Using affinity diagram, I identified patterns and gain insights from research data:
Tasked with customers’ concern over stock availability, product visualization and return policy, I have developed an intuitive user flow that resolves the 3 primary concerns from users’ initial goal of purchasing a product to checkout.
Based on my research on the IA of existing e-commerce websites, customers would be prompt to shop either by products, by collections or by rooms.
Customer Journey Map
From research, I have created a customer journey map of customers shopping online. This allowed me to understand where the user experience is currently being well/poorly supported, and propose opportunities for innovation. Currently, customers are experiencing highest friction in the returns and refunds stage. Opportunities may include providing multiple returns channels e.g. drop-off points.
“As a minimalist, I want to redecorate my bedroom so that it reflects my personality.”
“As a busy photographer, I want updates on stock availability so that I won’t waste time going in-store just to find out that everything is gone.”
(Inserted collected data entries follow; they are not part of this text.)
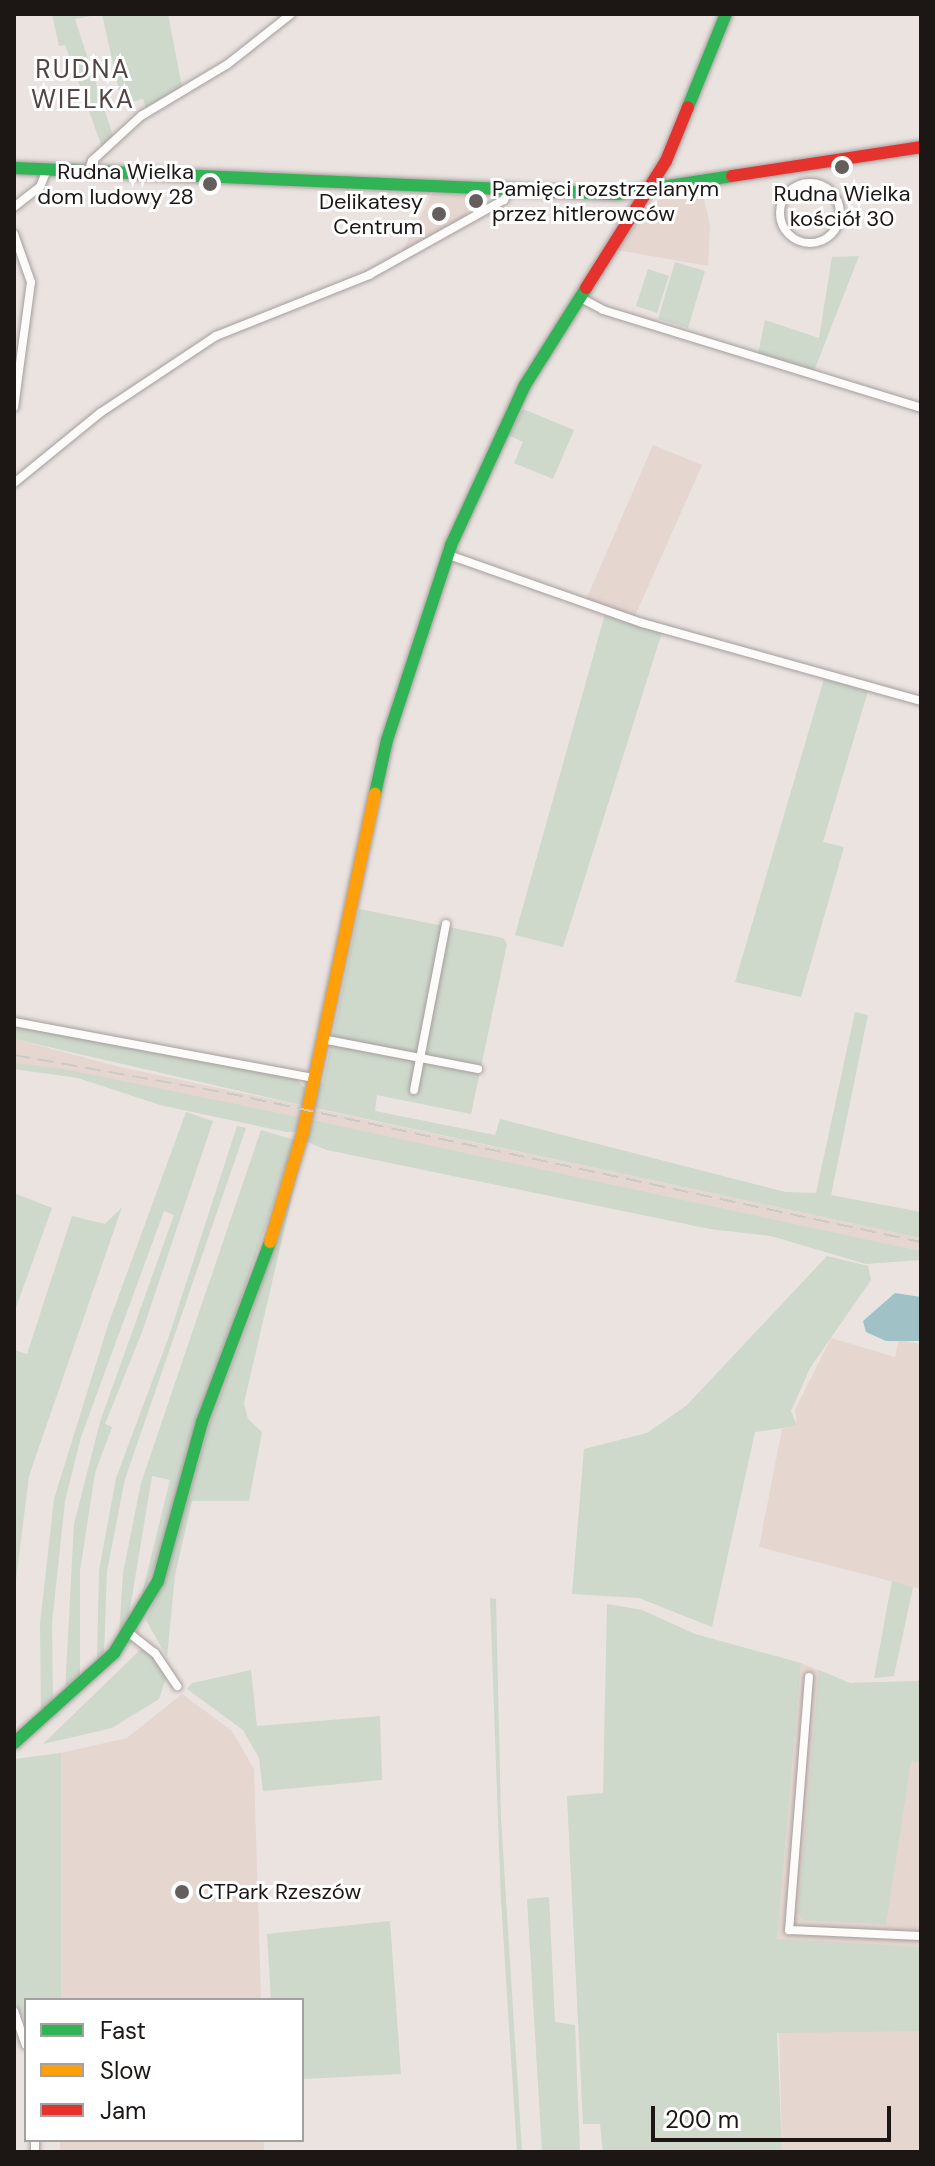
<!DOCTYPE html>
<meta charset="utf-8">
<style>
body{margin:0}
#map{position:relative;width:935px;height:2166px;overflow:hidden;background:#eae3e0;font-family:"DM Sans",sans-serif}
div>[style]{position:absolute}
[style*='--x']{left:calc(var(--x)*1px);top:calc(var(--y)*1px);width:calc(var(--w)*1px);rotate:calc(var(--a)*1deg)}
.built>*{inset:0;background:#e5d6d0}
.green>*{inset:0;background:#ced8cb}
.water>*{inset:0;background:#a0c1c5}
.roads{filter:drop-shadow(0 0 2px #a49e9c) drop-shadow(0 0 2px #a49e9c)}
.street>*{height:8px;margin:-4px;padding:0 4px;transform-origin:4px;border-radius:4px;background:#fcfbfa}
.street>.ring{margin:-4px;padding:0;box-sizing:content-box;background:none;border:8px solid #fcfbfa;border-radius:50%}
.fast>*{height:12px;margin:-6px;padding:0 6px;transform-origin:6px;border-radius:6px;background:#30b455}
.slow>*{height:12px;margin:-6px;padding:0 6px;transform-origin:6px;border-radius:6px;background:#ff9f0a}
.jam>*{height:12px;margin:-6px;padding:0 6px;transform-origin:6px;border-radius:6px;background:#e5322d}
.rail>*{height:2px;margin-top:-1px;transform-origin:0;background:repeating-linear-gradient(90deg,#cbcac9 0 16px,transparent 0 24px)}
.dots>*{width:22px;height:22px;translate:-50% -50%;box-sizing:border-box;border:4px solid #fff;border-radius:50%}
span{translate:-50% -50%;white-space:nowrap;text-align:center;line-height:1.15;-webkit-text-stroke:6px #fff;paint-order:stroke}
.poi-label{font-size:22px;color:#1c1715}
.right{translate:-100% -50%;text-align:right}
.left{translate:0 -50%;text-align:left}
.quarter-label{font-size:26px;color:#514541;letter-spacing:2px}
.frame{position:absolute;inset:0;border:16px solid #1c1715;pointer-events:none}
.legend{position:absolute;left:24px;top:1998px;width:280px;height:144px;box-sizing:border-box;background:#fff;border:2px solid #a4a2a1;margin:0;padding:10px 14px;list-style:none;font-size:24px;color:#1c1715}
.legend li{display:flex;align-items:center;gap:16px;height:40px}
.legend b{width:40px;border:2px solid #a4a2a1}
.scale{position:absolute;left:651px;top:2106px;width:240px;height:36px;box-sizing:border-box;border:4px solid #1c1715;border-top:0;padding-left:10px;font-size:24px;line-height:28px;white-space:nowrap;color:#1c1715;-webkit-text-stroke:6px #fff;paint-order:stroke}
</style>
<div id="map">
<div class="built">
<div style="clip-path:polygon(702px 190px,710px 226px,708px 266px,617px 250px,652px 202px)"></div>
<div style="clip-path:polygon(432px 194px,475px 195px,465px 217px,402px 252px)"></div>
<div style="clip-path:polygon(653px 445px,702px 465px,635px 616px,586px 600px)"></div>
<div style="clip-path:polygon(14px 1039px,120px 1067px,921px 1238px,921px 1251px,303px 1118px,14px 1063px)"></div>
<div style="clip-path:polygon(831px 1338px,895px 1357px,899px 1340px,921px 1344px,921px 1589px,759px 1547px,782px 1429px,797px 1426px,795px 1410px)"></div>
<div style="clip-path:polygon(801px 1663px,850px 1683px,921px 1681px,921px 2152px,782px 2152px,777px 1939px)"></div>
<div style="clip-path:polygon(182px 1694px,232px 1731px,254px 1769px,261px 2000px,61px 2000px,61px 1753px,127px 1738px)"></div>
<div style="clip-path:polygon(60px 2140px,264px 2140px,264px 2152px,60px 2152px)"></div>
</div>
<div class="green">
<div style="clip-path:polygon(52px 14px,101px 14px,75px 19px,113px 136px,102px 147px,65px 45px,59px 46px)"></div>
<div style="clip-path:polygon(102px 14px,168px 14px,182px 87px,146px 109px,143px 99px,122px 104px)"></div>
<div style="clip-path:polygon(859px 256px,814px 371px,758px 354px,765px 320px,819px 338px,832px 257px)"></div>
<div style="clip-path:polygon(675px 262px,705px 271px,688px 328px,658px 319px)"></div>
<div style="clip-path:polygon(648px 269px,669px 276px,657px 313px,636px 306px)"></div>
<div style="clip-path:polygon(523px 409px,574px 430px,553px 479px,514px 463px,523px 442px,508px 435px)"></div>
<div style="clip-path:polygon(605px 614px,663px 629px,563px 947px,515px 935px)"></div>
<div style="clip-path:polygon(824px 679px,868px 691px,823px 842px,844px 847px,801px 997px,735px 982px)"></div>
<div style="clip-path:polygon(359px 909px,503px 938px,507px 944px,471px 1114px,377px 1095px,375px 1111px,495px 1135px,500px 1119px,785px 1192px,816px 1193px,855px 1012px,868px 1015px,831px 1195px,921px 1212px,921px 1238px,311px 1107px,317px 1082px,323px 1083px)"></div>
<div style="clip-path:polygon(14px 1026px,295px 1078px,305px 1088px,305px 1106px,14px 1039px)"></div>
<div style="clip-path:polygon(14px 1063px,64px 1069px,303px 1118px,297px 1132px,286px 1132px,160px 1105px,78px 1078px,14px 1069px)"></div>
<div style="clip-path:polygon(186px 1112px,213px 1121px,142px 1332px,105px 1424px,112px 1427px,95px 1473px,80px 1571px,80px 1679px,65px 1692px,74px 1524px,100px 1422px,174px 1215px,164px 1211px,81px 1437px,65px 1501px,52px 1623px,53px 1702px,41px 1712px,40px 1624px,54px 1499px,108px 1325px)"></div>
<div style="clip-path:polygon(308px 1119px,921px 1251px,921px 1260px,866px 1264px,771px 1236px,710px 1229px,327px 1150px,305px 1141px)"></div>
<div style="clip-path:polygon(237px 1126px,246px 1128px,125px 1479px,107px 1571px,104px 1654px,97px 1662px,99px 1571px,116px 1478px,168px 1339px)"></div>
<div style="clip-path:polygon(261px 1130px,295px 1140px,185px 1462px,163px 1546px,141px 1598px,170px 1480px,152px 1476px,128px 1621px,119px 1635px,123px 1573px,141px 1483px)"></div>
<div style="clip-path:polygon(304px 1145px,244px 1403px,248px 1419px,262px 1432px,249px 1501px,192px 1501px,175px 1575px,167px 1657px,146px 1620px,167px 1572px,210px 1422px,251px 1315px)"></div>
<div style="clip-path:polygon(14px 1193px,52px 1208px,14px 1313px)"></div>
<div style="clip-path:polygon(122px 1207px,29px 1476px,14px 1596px,14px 1350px,27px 1354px,72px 1216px,105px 1224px)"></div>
<div style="clip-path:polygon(827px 1256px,868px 1266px,871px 1280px,810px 1368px,791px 1411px,797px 1426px,755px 1432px,712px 1627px,639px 1598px,572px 1594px,584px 1449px,647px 1433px,687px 1405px)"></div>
<div style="clip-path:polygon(892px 1581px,913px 1587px,894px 1676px,874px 1678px)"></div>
<div style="clip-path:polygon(490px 1598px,496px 1599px,501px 1819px,522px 2152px,517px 2152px,501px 1900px)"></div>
<div style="clip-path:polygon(607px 1604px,642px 1610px,695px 1634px,801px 1663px,777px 1939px,921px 1947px,921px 2031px,777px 2033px,782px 2152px,603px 2152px,600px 2124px,583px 2124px,567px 1796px,603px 1793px)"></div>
<div style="clip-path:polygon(140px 1650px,148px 1650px,166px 1678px,159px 1699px,112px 1728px,43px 1744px)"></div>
<div style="clip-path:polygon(251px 1670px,257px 1726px,380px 1716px,382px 1780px,263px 1791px,259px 1758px,243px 1730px,187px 1689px,192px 1683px)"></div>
<div style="clip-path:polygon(819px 1670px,850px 1683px,921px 1681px,921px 1762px,911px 1761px,886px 1924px,803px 1920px,798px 1913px)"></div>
<div style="clip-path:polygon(61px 1753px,61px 2000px,26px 2000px,26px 2026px,14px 1998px,14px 1759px)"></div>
<div style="clip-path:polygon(549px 1897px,555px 2022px,575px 2025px,580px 2152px,542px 2152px,527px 1899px)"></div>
<div style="clip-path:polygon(390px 1921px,401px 2074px,302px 2079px,302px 2000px,271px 2000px,267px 1934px)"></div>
</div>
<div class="water">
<div style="clip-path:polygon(895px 1293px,921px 1297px,921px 1341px,886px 1341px,866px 1332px,863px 1321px)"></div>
</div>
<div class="roads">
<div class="street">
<div style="--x:88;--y:172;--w:12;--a:-70"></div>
<div style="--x:92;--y:161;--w:67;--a:-42.6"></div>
<div style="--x:141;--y:116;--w:101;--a:-30.9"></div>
<div style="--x:228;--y:64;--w:80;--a:-38.4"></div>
<div class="ring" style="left:780px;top:183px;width:52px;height:52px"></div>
<div style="--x:14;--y:207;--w:33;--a:-38"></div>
<div style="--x:40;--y:187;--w:18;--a:-68"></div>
<div style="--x:14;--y:234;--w:51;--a:70.5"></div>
<div style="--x:31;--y:282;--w:126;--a:97.7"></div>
<div style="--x:579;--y:297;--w:27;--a:28"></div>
<div style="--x:603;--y:310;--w:333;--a:17.1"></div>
<div style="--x:14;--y:483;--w:111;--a:-39.1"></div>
<div style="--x:100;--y:413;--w:139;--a:-33.6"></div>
<div style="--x:216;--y:336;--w:165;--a:-21.7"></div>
<div style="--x:369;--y:275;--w:154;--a:-29.1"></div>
<div style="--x:504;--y:200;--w:12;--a:-66"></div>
<div style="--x:449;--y:555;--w:205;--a:19.4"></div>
<div style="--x:642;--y:623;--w:290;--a:15.6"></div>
<div style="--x:14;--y:1022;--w:304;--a:10.6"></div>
<div style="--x:322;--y:1039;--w:159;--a:10.9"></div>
<div style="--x:414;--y:1090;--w:169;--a:-79.1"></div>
<div style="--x:129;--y:1633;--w:33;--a:38"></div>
<div style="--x:155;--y:1653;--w:40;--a:56"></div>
<div style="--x:809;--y:1677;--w:254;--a:94.5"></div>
<div style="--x:789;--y:1930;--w:132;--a:2.6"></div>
<div style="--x:14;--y:2011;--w:36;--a:71"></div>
<div style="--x:35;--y:2152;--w:12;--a:-90"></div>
</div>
<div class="fast">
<div style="--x:688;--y:107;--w:100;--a:-67.8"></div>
<div style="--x:14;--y:168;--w:604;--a:2.47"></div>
<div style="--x:617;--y:194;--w:116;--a:-8.9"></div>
<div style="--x:375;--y:794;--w:55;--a:-77.5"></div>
<div style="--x:387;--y:740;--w:205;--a:-71.8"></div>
<div style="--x:451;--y:545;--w:176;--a:-65.2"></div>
<div style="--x:525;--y:385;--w:115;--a:-57.8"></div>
<div style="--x:14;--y:1743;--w:135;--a:-42"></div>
<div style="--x:114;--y:1653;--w:84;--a:-58.6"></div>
<div style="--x:158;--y:1581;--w:165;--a:-74.5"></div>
<div style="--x:202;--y:1422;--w:192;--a:-69.3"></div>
</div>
<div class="slow">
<div style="--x:270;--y:1242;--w:115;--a:-73.3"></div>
<div style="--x:303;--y:1132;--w:346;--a:-78"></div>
</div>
<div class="jam">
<div style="--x:732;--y:176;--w:191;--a:-8.7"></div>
<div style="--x:586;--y:288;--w:150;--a:-57.8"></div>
<div style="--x:666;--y:161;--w:58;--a:-67.8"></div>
</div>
</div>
<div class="rail">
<div style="--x:14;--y:1055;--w:216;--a:10.1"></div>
<div style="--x:227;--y:1093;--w:710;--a:12.12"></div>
</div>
<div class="dots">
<div style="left:842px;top:167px;background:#645e5c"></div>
<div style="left:210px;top:184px;background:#645e5c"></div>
<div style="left:476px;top:201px;background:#645e5c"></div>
<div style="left:439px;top:214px;background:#645e5c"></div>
<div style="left:182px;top:1892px;background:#645e5c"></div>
</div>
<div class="poi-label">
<span class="right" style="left:194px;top:184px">Rudna Wielka<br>dom ludowy 28</span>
<span class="left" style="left:492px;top:201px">Pamięci rozstrzelanym<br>przez hitlerowców</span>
<span style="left:842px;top:206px">Rudna Wielka<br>kościół 30</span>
<span class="right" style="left:423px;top:214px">Delikatesy<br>Centrum</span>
<span class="left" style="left:198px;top:1892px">CTPark Rzeszów</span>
</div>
<div class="quarter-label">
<span style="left:83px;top:85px">RUDNA<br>WIELKA</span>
</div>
<div class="frame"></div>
<ul class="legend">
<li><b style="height:10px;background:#30b455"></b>Fast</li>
<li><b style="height:10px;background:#ff9f0a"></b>Slow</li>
<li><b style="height:10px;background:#e5322d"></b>Jam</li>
</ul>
<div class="scale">200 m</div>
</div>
Katherine, age 32, photographer, moved to Vancouver 1 month ago and is looking for some home decorations for her new house. She has visited Main Street twice and is attracted by its quality and vibes. She prefers shopping in-store because she can feel the material and visualize how the products would go along with other decorations. But as Katherine is busy settling down, she spends more time shopping online, although she would still choose to pick up her purchases in-person to avoid dealing with delivery and returns.
03 Solution: Design
To prevent the recurring problem of customers not knowing when the products are out of stock, I have created a stock availability update for each product. Customers could easily access the information when they hover over individual items on the items page.
3D Virtual Home Decoration
I have created a 3D virtual home decoration tool for customers to visualize how a product would appear in real-life settings e.g. their bedrooms. This helps compensate for the missing positive experiences e.g. feeling the material of a product, inspecting the size etc during in-store shopping.
Easy & Flexible Return Policy
I have designed a flexible policy that minimizes the friction and steps required to return any products. Customers can choose from multiple drop-off points including neighborhood convenience stores or at Amazon locker-type facilities or Uber Rush — a courier service for deliveries.
A user-friendly e-commerce website should provide users with the information of their concern before they are conscious and spend time looking for it. With that in mind, I have created a button that would attract users to land on the return policy page, and a tagline We Care with a heart-shaped logo.
You can also check out my prototype here.
I conducted 9 user testing using the low fidelity paper prototypes. 5/9 users were unable to find the shop menu from the front page. On top of that 7/9 thought an extra click to start shopping is rather unnecessary. I therefore reiterated the design by putting the product categories on the landing page.
From minimalist table lamps and locally sourced ceramics to handcrafts tote bags, Main Street is a shopper’s paradise. The success of Main Street is largely driven by bringing people together — whether it is shopping in a boutique store, chilling in a cafe on a Saturday afternoon or taking a stroll down the street, therefore it is even more important to make it as easy and friction-less as possible for users who is wishing to connect and engage with the community online. And sometimes a change as small as enlarging a button or changing the position of an icon can make a difference.